• Activity
Only lines holding "function" are wanted; copy each of them from the records below.

(Stored data entries)
BEGIN

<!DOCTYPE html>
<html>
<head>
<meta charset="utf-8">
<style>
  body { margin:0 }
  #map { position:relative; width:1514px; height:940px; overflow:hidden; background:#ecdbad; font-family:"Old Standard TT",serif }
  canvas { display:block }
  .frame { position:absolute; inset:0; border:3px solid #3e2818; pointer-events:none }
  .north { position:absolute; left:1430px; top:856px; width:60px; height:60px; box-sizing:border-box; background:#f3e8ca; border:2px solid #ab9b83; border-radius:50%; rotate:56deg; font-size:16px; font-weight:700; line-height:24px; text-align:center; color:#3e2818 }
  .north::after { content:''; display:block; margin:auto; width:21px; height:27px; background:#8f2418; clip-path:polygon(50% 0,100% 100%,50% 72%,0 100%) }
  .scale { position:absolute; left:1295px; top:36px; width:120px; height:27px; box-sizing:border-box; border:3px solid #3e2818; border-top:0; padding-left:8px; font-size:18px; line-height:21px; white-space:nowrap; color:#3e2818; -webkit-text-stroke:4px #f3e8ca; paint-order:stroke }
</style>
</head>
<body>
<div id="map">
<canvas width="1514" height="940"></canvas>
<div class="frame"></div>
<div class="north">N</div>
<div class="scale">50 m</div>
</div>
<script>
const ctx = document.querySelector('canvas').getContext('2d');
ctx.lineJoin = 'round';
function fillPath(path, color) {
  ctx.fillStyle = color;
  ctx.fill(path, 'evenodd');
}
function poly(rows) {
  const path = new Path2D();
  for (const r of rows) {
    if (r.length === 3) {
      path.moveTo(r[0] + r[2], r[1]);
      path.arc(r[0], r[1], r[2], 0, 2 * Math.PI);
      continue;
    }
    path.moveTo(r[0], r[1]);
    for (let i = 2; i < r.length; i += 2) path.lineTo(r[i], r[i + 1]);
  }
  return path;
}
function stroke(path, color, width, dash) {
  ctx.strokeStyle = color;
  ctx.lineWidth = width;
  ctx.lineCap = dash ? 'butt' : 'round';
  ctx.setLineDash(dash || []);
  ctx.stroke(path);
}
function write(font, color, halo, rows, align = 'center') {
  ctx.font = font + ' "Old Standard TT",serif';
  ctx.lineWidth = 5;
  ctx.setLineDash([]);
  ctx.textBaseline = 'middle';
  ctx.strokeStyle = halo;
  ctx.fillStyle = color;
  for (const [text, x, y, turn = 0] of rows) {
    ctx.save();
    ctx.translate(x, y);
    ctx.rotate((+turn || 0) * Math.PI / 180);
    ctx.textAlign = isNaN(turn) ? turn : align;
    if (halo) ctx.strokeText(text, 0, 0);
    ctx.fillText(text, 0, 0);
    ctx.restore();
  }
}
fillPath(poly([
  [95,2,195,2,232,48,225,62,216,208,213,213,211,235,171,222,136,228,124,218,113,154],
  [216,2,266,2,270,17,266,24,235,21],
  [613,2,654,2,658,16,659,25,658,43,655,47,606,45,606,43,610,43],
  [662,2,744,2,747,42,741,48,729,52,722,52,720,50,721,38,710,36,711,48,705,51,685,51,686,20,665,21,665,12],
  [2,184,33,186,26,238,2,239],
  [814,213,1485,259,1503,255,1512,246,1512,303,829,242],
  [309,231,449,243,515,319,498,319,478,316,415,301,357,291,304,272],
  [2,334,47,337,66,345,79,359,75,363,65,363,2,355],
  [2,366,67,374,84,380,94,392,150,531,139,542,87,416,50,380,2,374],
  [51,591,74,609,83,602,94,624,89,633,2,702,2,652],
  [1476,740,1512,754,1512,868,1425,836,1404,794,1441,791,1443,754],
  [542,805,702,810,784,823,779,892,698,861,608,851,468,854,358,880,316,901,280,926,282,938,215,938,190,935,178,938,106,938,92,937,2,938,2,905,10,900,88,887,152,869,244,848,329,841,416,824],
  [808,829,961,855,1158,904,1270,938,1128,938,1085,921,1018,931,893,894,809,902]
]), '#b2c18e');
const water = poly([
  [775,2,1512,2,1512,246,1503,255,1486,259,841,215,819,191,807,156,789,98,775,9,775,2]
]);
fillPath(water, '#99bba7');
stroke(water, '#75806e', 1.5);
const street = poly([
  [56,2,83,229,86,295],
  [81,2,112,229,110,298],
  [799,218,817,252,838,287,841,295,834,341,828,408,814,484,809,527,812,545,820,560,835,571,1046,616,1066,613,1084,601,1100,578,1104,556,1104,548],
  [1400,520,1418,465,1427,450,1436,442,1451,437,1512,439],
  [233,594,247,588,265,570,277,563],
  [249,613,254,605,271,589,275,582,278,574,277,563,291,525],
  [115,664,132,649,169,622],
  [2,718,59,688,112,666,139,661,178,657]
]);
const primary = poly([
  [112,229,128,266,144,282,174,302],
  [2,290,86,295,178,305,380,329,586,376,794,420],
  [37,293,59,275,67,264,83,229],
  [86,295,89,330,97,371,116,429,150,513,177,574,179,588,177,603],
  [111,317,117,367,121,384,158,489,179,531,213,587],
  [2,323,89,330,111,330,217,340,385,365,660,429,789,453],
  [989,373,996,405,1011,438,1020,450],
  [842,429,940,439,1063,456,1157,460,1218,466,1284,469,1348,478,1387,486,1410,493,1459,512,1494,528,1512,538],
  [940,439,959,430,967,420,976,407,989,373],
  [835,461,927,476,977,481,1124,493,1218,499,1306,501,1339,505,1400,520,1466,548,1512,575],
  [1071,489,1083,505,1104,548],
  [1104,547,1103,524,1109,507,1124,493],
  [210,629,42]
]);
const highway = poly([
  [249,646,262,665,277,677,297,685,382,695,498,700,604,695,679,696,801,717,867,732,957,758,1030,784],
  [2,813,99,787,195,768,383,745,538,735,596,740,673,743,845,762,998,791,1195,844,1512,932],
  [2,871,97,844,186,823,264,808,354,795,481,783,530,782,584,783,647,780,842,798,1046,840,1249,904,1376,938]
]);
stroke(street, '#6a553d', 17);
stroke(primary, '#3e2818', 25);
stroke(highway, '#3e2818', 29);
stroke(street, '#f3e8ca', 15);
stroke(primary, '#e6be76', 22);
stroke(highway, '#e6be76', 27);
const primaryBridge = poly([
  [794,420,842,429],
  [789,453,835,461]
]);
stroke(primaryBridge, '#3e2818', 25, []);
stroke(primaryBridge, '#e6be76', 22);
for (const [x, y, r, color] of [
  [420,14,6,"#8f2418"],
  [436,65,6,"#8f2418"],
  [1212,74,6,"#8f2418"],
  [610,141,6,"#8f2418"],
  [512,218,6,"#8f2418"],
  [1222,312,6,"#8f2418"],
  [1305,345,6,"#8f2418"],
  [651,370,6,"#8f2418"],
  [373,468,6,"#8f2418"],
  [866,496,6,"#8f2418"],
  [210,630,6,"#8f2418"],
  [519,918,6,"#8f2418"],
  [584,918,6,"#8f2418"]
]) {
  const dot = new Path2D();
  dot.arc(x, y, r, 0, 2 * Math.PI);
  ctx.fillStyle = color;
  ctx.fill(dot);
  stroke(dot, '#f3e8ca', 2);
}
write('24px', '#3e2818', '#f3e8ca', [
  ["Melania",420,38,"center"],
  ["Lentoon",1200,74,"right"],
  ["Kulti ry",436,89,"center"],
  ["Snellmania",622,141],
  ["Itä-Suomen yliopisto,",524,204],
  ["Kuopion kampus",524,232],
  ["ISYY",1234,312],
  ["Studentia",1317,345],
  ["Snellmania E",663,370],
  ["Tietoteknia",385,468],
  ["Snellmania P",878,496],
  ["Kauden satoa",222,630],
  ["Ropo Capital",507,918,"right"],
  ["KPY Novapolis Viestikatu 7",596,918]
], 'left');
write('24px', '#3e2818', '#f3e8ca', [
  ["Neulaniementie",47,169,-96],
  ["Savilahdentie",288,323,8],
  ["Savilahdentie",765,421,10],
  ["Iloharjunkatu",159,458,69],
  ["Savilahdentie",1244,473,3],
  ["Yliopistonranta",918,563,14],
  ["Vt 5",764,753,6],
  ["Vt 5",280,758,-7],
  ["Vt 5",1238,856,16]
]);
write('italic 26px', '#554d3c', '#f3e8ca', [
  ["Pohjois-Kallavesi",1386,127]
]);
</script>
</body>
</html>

END

• Reply to the task
function fillPath(path, color) {
function poly(rows) {
function stroke(path, color, width, dash) {
function write(font, color, halo, rows, align = 'center') {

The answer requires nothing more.